I’ve always been passionate about investing in the stock market – one of the reasons I did a concentration in Finance, while attending the University of Chicago for my MBA, was to learn more about investments, asset pricing, and corporate finance – and to be able to understand articles off the Financial Times (ha!). But as time passed, and I was traveling or working really hard – I’d often lose sight of the stocks I was following, and at times even lose track of stocks I was personally invested in – missing obvious exit signals, and at times losing 66% of value, when I should have only lost 10%.

In order to avoid such novice mistakes, and to make the landscape of the US stock market easier to navigate, I decided to put some of my own thinking criteria into a Data Analytical program to create a daily watchlist of symbols (works between 8am EST- 4pEST) .

The article below gives you an overview of the product and goes into fundamentals of the process involved behind the scenes. Please bear in mind that at the time of publishing, this program works only with simple US Equity symbols – not options, futures, commodities, crypto or forex – all of which are also great. In case you’d like to skip the background and rush to the finished product, click here.

Factors Used:

Volume:

1. It’s all about volume. Anything trading above 1.5x the average daily trading volume has my attention and is marked with “Investigate” along with a gray background color. Anything traded near the usual daily volume – I assume is being traded by the computers in JP Morgan’s office, and that is something that I don’t care to compete against. However, when volume goes high, it signals JP Morgans computer battling Goldman Sachs, or a variety of Retail investors buying or selling due to greed or fear. This is a landscape, I’m more likely to join.

Price Action for Swing Trading

You cant hit the ball, unless you… Swing. Corny jokes aside, I like swing trading for reliable stocks because I believe what goes down comes back up (and vice versa). Personally, I frown upon long term shorts because of interest payments which add to my risk- therefore, my personal Swing Trading strategy is limited to buying at discount.

After collecting daily price data for the last 2 weeks, along with a historical oversight , I have some idea of where this stock has been – at least recently. Then, I’m constantly monitoring the market in 5min bars – to look at changes within those periods of time, but also overall during the day. When we observe the stock has fallen below a certain threshold – say 2-5% lower than the 14day close price, we will add this stock to the Watchlist with a “swing” strategy and a blue color.

Note: All the drops and gains are adjusted by the current state of the market. So, for example, if the market is down 10% today, and this stock is also down 10%, it will not catch my eye. However, if the market is up, say 5%, but this stock has still fallen, I’m interest at looking at it some more.
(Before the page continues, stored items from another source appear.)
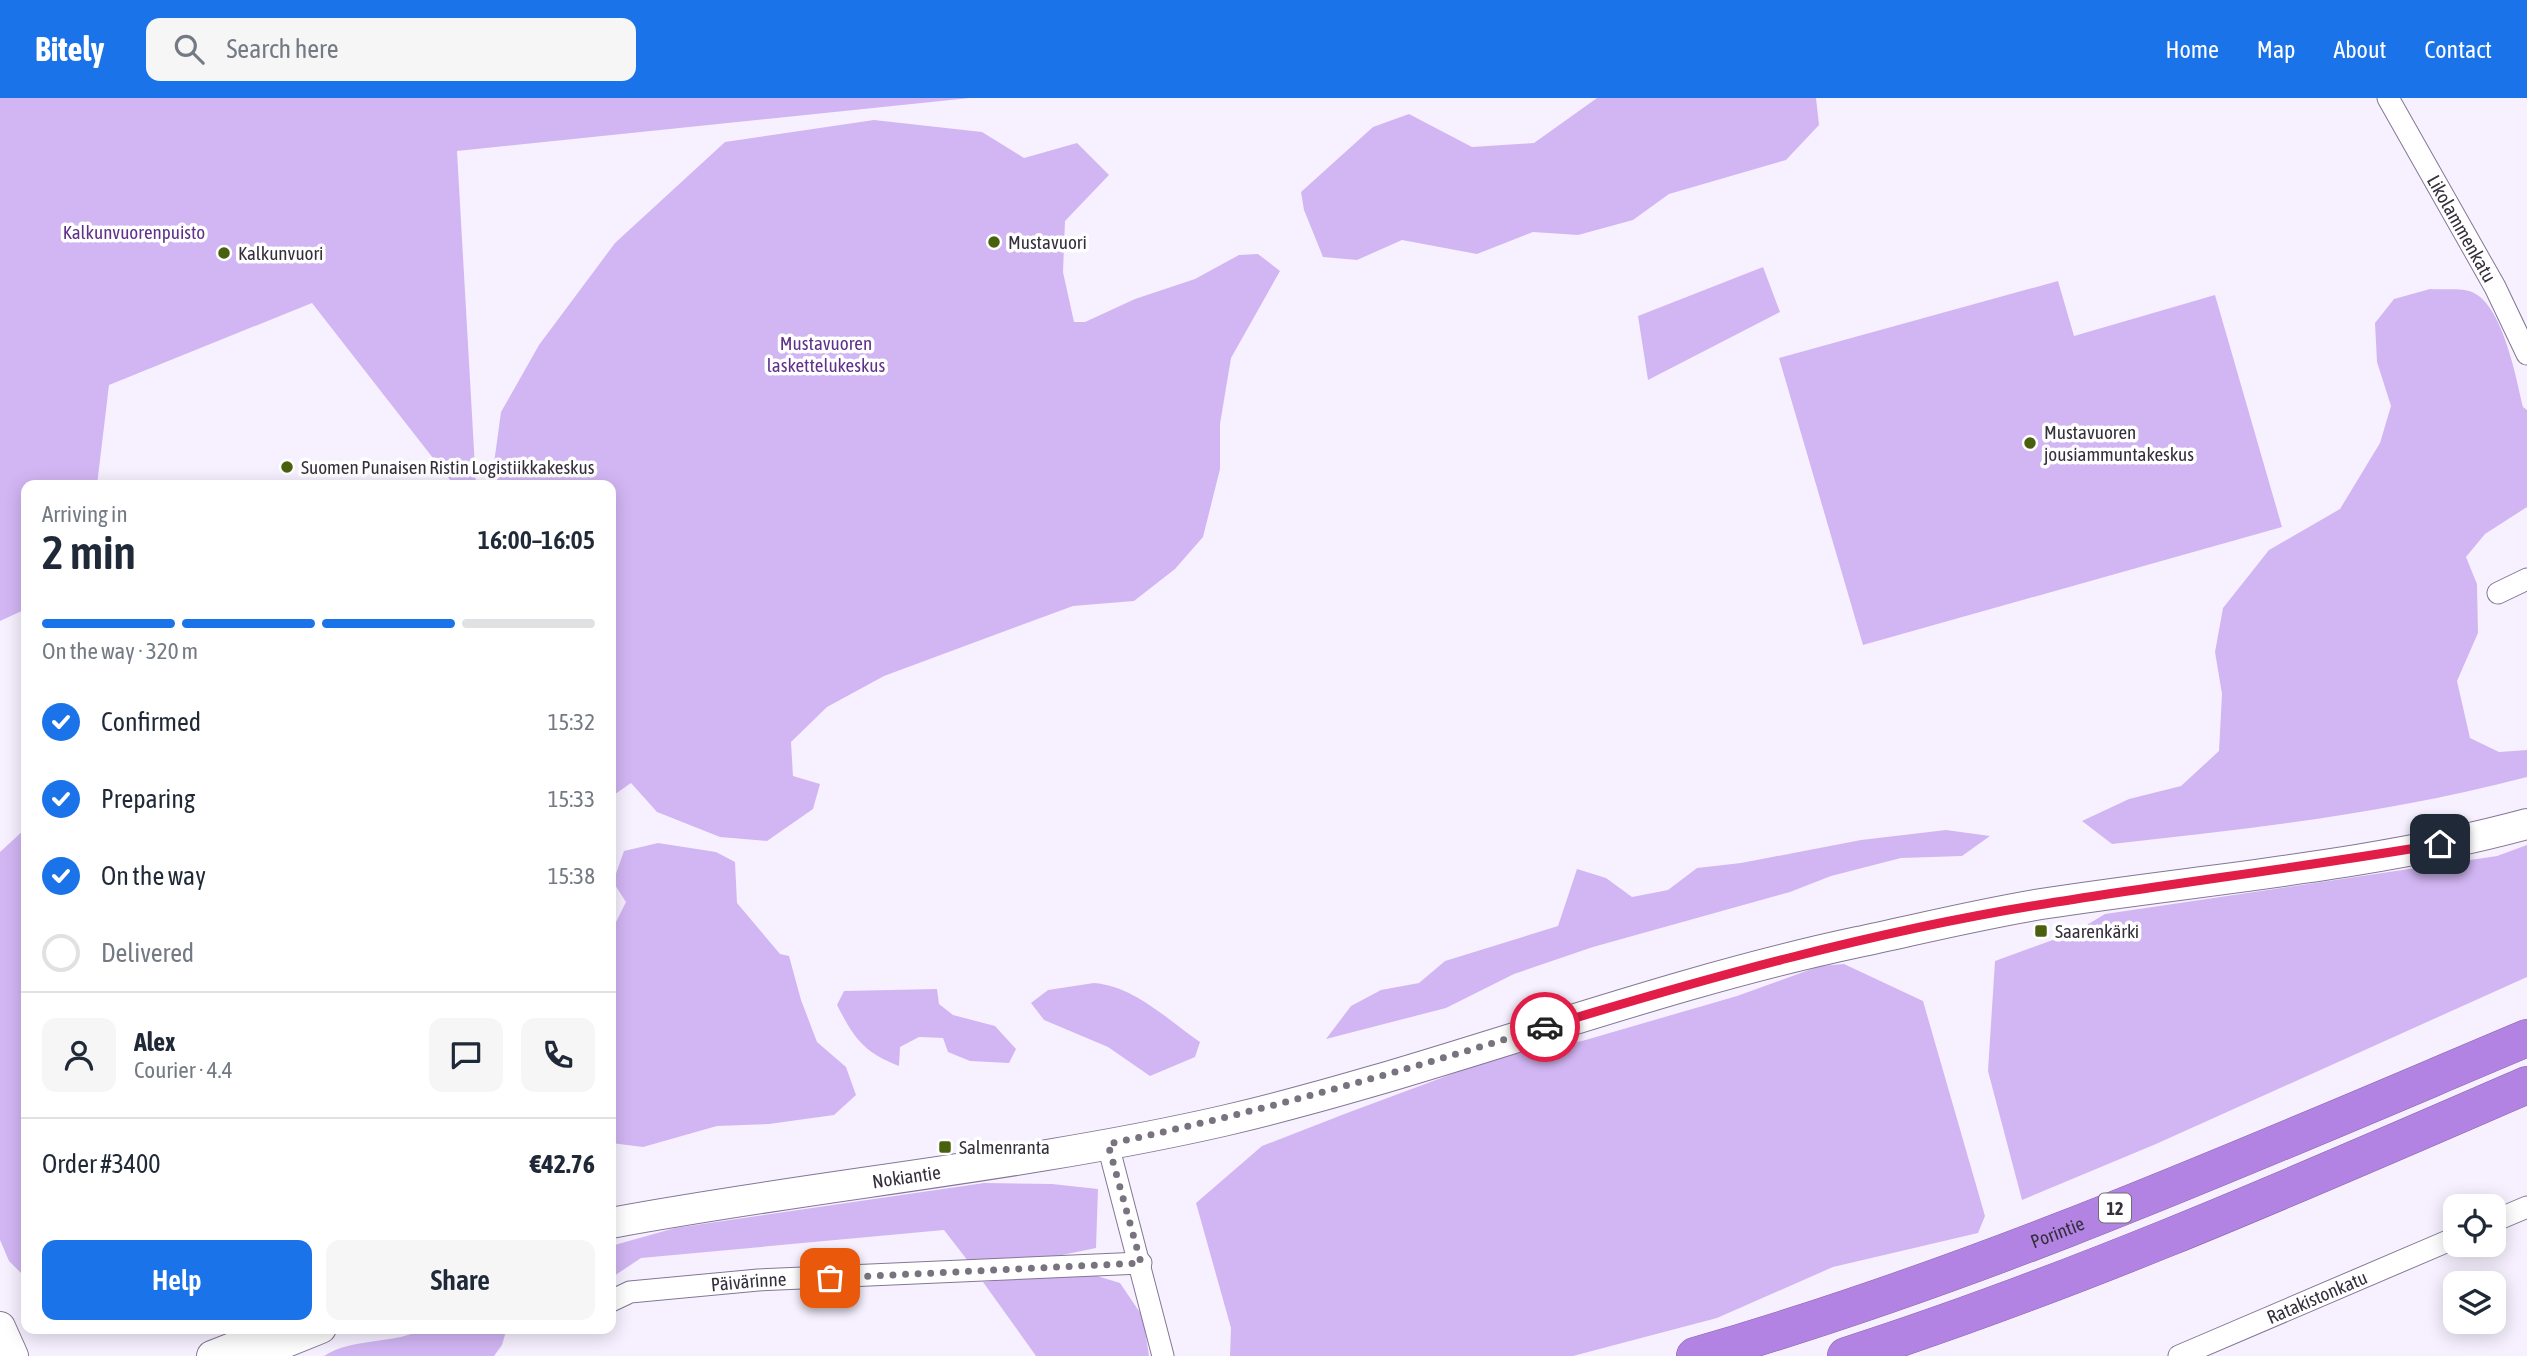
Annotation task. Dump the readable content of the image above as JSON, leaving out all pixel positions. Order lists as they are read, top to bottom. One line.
{"streets":{"highway":["12","Porintie"],"main road":["Nokiantie"],"street":["Likolammenkatu","Päivärinne","Ratakistonkatu"]},"parks":["Kalkunvuorenpuisto","Mustavuoren laskettelukeskus"],"places":{"other":["Mustavuori","Kalkunvuori","Mustavuoren jousiammuntakeskus","Suomen Punaisen Ristin Logistiikkakeskus"],"transit":["Saarenkärki","Salmenranta"]},"page":{"header":"Bitely","search":"Search here","nav":["Home","Map","About","Contact"],"heading":["2 min","Arriving in","16:00–16:05"],"panel":["Alex","Courier · 4.4","Order #3400","€42.76"],"bar":"On the way · 320 m","list":[["Confirmed","15:32"],["Preparing","15:33"],["On the way","15:38"],"Delivered"],"buttons":["Help","Share"]}}
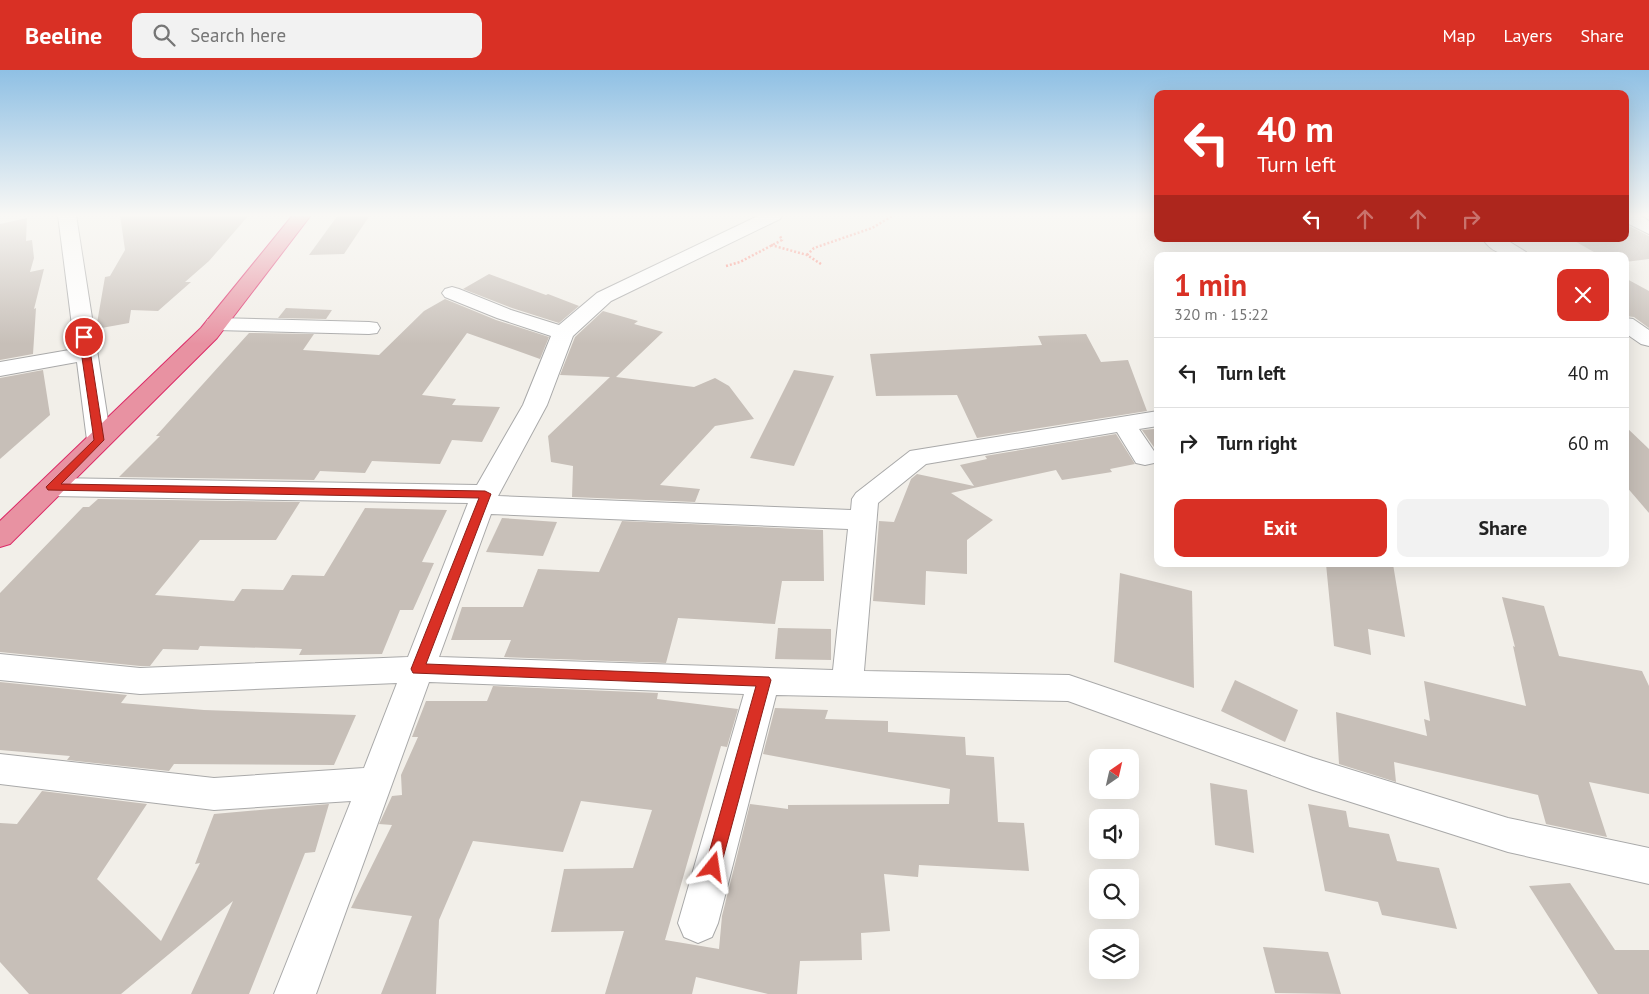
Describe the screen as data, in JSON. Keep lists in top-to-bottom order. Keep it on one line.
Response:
{"north":"top right","page":{"header":"Beeline","search":"Search here","nav":["Map","Layers","Share"],"turn":["40 m","Turn left"],"heading":["1 min","320 m · 15:22"],"list":[{"name":"Turn left","value":"40 m"},{"name":"Turn right","value":"60 m"}],"buttons":["Exit","Share"]}}
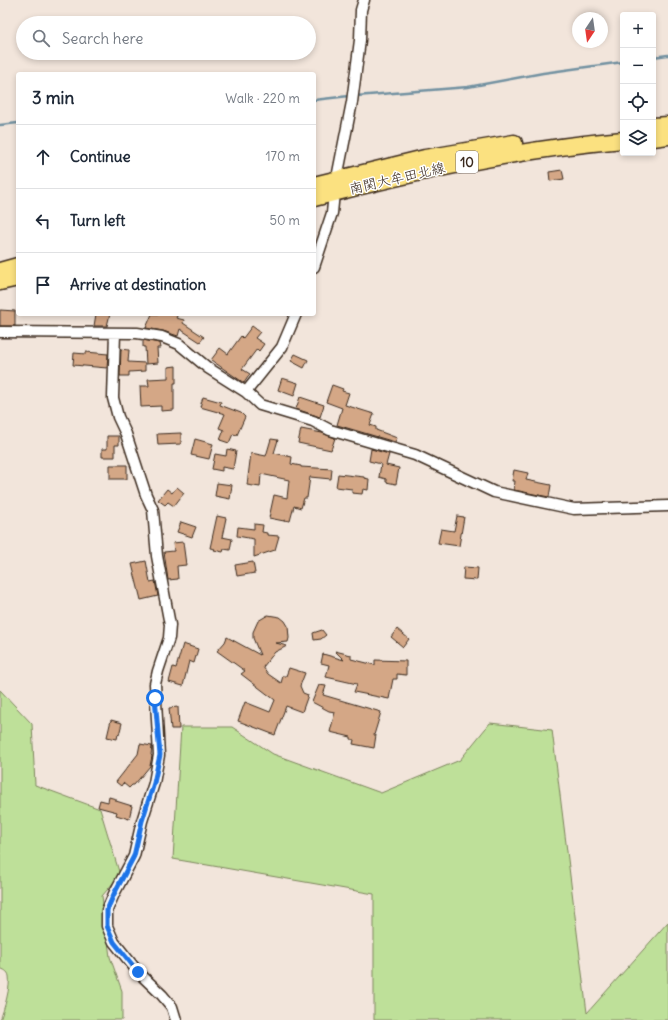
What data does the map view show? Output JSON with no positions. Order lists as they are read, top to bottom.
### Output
{
  "streets": {
    "main road": ["10", "南関大牟田北線"]
  },
  "north": "bottom",
  "page": {
    "map_buttons": ["+", "−"],
    "search": "Search here",
    "heading": ["3 min", "Walk · 220 m"],
    "list": [
      ["Continue", "170 m"],
      ["Turn left", "50 m"],
      "Arrive at destination"
    ]
  }
}
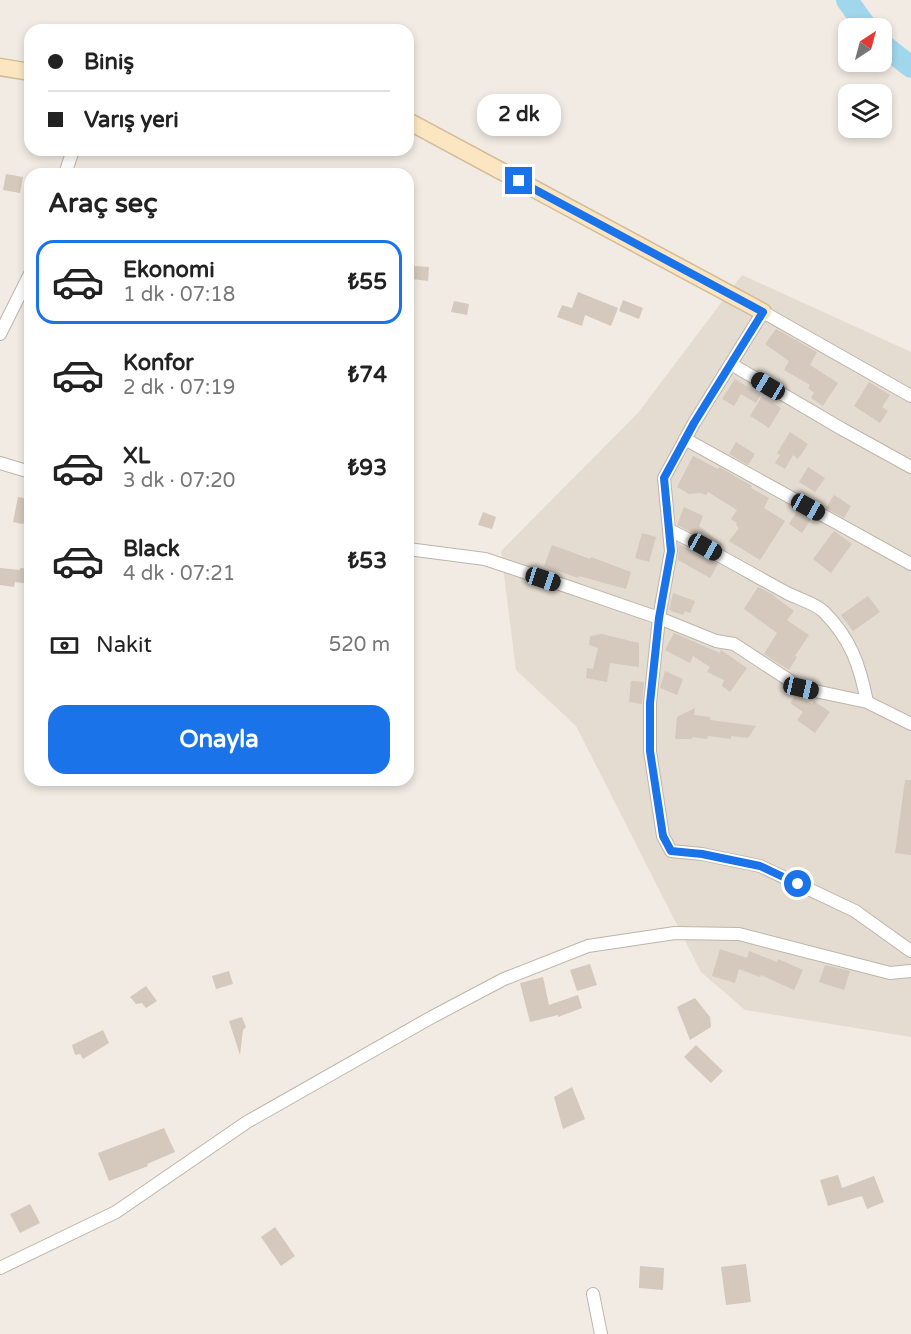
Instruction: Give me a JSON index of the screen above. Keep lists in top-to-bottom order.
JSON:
{
  "north": "top right",
  "page": {
    "banner": ["Biniş", "Varış yeri"],
    "bubble": "2 dk",
    "heading": "Araç seç",
    "list": [
      {
        "name": "Ekonomi",
        "note": "1 dk · 07:18",
        "value": "₺55"
      },
      {
        "name": "Konfor",
        "note": "2 dk · 07:19",
        "value": "₺74"
      },
      {
        "name": "XL",
        "note": "3 dk · 07:20",
        "value": "₺93"
      },
      {
        "name": "Black",
        "note": "4 dk · 07:21",
        "value": "₺53"
      }
    ],
    "pay": ["Nakit", "520 m"],
    "buttons": "Onayla"
  }
}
Finally, each symbol added to the Watchlist, is then compared with a list of similar companies within its industry – in order to generate an aggregate comparison with them. For example, if the entire oil industry is down 10% today, and this stock is also down 10%, we now have an understanding of why. If however, the sector remains the same – we should look at this some more.

3. Price Action for Daytrading

Is today a good day to daytrade? I’m not a day trader by any means but since I was writing a program that got close to some of insights day traders used, I figured it would make sense to add it to the watchlist.

Most of the stocks to daytrade show up prior to market open, although some do pop up mid day as well – depending on the overall volume and price action. The process to isolate these stocks is inspired (okay, “imitated”) from Andrew Aziz. It goes like this. If we find a stock that has gapped at least 2% pre market (up or down), since yesterdays close, and traded with sufficient volume (over 50000 shares pre market) – we are interested. We however, only trade medium or high float stocks (ideally medium) which have an average true range of $0.50 a day. If something is able to match all of this, we then added to the watchlist with a “daytrade” strategy and an Orange color.

 

You will notice that There are a few other factors listed as well, including the SMA50, SMA 200 and the number of 5m consecutive candlesticks (positive numbers indicate White candlesticks, negative numbers indicate Red candlesticks. Any 5 minute bar with an open and close price between $0.02 of each other is considered a “Doji” and will show up as 0)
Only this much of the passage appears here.